MA France (Magnetto Automotive) a été placé en liquidation judiciaire hier 13 mai 2024. Ce sous-traitant sis à Aulnay-sous-bois était la dernière usine automobile de Seine-Saint-Denis. Avec sa fermeture, le site d’Aulnay clôt définitivement le chapitre automobile de son histoire.

MA France, ce sont 280 salariés en CDI et 120 à 150 intérimaires qui étaient en grève depuis plusieurs semaines (17 avril 2024), provoquant des ruptures de chaînes chez Stellantis et la mise à l’arrêt de plusieurs lignes de montage. Il faut dire que cette usine d’emboutissage voyait plus de 80% de sa production aller à Stellantis. Et c’est là que porte le point de discorde. En effet, MA France était la propriété du groupe italien CLN Group qui compte près de 10 000 salariés dans le monde dans deux pôles : MA pour le métal à destination de l’automobile, et MW pour tous les aciers.

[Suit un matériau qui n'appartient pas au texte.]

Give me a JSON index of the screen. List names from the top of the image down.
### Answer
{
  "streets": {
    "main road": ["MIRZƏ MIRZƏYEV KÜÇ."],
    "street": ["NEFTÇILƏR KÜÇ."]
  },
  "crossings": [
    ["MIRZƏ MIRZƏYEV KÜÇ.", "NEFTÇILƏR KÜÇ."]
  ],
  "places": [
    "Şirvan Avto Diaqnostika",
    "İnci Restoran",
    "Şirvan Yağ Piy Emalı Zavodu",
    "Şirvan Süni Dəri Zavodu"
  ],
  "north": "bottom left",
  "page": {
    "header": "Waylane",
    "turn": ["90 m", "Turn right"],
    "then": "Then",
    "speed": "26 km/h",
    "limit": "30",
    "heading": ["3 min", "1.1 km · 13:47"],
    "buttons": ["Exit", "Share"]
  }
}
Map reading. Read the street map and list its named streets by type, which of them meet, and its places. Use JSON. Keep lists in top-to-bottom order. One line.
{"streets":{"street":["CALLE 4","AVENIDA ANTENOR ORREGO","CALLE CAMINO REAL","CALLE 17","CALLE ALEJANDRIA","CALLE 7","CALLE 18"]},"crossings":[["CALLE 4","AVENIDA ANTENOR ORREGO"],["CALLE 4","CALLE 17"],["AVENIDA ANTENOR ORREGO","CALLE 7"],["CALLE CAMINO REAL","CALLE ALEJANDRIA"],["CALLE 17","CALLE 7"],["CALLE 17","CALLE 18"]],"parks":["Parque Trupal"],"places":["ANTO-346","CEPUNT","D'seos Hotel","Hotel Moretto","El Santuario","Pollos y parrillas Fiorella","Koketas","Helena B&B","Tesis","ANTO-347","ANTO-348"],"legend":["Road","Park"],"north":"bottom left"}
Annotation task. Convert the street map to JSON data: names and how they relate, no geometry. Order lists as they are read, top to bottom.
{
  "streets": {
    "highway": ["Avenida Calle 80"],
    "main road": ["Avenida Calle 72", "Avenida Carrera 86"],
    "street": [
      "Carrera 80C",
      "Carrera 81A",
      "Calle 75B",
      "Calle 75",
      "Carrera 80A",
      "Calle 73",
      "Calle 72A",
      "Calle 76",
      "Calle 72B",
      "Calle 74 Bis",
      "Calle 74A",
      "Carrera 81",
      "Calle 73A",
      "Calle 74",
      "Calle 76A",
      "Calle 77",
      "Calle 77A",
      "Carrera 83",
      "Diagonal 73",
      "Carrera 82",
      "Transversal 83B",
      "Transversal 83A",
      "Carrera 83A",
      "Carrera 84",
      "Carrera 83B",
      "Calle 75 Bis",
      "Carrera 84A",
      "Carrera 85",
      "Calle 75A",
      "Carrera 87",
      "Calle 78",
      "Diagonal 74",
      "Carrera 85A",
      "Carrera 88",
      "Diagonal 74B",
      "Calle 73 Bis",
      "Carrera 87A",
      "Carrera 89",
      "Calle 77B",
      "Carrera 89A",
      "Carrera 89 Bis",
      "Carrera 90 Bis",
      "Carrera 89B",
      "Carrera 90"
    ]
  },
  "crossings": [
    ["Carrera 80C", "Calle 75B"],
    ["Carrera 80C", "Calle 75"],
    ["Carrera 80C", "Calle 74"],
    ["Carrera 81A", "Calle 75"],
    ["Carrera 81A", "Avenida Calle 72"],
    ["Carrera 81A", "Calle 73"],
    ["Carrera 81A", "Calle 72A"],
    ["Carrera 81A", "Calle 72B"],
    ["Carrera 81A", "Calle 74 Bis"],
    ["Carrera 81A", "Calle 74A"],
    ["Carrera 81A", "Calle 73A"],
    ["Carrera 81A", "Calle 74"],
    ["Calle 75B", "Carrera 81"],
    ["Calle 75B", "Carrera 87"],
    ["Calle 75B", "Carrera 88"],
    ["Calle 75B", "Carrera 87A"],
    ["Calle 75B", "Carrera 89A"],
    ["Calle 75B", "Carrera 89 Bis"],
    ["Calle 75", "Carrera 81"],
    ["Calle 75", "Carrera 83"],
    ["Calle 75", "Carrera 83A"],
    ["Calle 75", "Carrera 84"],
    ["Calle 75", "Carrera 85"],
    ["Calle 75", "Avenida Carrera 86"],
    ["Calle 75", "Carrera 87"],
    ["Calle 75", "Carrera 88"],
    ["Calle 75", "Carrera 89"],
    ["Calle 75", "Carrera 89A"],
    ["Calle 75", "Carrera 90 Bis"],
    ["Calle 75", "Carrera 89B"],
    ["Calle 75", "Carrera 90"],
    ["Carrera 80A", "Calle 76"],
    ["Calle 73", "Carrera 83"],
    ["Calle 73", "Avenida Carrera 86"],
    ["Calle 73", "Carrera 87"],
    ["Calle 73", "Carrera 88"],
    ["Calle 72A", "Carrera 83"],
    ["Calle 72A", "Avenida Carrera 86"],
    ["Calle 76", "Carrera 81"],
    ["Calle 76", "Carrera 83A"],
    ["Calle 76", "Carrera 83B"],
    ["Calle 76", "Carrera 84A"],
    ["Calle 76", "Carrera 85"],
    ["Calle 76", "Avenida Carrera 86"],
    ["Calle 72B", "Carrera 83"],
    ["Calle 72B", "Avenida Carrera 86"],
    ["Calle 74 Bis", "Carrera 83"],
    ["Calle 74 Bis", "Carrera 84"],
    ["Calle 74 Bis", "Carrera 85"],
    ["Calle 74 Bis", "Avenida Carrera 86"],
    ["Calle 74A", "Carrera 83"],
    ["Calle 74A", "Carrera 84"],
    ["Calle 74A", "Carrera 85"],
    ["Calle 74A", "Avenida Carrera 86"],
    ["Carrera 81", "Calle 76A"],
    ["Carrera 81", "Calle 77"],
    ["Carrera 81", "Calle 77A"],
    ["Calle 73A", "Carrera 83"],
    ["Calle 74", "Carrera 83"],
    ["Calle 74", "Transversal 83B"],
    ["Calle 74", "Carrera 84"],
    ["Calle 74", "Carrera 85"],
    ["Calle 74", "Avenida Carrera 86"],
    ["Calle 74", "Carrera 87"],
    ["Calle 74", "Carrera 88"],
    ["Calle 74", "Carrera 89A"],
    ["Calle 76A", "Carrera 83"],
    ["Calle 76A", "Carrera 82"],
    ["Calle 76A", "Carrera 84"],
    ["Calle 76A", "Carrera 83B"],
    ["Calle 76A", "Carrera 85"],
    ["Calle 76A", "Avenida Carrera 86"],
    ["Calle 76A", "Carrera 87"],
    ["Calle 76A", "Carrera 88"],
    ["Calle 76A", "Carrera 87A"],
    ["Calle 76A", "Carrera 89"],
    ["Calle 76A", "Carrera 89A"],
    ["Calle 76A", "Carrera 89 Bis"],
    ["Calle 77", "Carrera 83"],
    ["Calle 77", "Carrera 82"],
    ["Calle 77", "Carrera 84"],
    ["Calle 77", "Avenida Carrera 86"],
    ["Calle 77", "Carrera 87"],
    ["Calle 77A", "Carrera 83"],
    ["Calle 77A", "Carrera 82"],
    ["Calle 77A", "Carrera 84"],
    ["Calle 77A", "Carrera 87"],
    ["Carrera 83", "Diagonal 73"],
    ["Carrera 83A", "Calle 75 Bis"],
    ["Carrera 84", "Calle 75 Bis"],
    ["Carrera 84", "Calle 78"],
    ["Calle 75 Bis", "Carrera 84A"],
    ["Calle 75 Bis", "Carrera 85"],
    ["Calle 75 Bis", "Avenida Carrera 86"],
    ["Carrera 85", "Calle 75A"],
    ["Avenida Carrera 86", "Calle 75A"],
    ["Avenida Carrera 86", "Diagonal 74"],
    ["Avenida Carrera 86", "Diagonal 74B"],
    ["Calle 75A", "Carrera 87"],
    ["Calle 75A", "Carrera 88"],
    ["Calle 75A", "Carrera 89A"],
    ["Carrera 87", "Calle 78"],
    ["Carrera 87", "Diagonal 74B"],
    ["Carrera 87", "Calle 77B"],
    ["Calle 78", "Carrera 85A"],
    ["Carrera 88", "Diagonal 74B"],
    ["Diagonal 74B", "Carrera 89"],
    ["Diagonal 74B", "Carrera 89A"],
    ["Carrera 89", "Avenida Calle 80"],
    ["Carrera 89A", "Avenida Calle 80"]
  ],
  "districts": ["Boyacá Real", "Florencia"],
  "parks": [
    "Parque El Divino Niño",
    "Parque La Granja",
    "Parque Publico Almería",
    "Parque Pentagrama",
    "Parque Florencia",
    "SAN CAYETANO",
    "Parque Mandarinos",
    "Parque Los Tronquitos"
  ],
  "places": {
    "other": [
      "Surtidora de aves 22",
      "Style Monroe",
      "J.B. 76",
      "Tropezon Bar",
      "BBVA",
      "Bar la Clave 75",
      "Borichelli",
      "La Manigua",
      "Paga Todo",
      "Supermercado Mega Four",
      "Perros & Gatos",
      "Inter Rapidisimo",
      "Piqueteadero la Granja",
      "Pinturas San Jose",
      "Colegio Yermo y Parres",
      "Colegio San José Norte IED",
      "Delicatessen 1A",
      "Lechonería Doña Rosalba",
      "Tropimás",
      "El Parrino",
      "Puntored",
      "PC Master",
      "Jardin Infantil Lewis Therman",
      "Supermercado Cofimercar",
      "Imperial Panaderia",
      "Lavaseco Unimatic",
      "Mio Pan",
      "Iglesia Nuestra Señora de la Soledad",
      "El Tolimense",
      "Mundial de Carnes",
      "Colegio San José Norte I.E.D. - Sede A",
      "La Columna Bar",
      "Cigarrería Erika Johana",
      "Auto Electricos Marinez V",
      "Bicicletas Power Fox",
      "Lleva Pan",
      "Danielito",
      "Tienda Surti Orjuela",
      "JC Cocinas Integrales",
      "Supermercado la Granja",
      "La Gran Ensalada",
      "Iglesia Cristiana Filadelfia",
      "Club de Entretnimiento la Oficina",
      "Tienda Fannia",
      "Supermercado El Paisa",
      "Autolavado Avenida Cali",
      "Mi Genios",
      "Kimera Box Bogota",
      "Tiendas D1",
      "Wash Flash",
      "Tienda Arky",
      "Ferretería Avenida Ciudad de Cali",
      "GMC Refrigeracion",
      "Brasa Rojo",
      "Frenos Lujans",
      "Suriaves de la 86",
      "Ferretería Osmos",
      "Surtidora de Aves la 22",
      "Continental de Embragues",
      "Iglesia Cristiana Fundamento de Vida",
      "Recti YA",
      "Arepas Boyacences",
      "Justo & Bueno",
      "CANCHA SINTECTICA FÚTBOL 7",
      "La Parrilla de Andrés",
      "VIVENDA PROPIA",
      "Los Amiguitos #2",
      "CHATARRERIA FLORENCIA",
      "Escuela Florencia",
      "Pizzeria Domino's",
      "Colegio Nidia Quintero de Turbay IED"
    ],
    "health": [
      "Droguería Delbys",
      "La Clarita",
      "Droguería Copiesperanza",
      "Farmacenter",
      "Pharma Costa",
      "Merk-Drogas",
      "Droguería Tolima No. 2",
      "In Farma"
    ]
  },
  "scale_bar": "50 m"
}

Pour soutenir son activité et conserver sa rentabilité, MA France avait demandé à son principal client, Stellantis, mais aussi Renault, de relever les prix de 12% au titre de l’inflation. Stellantis ayant refusé cette hausse (ce qu’il avait le droit de faire NDLA), MA France n’a eu d’autre choix que de mettre la clef sous la porte.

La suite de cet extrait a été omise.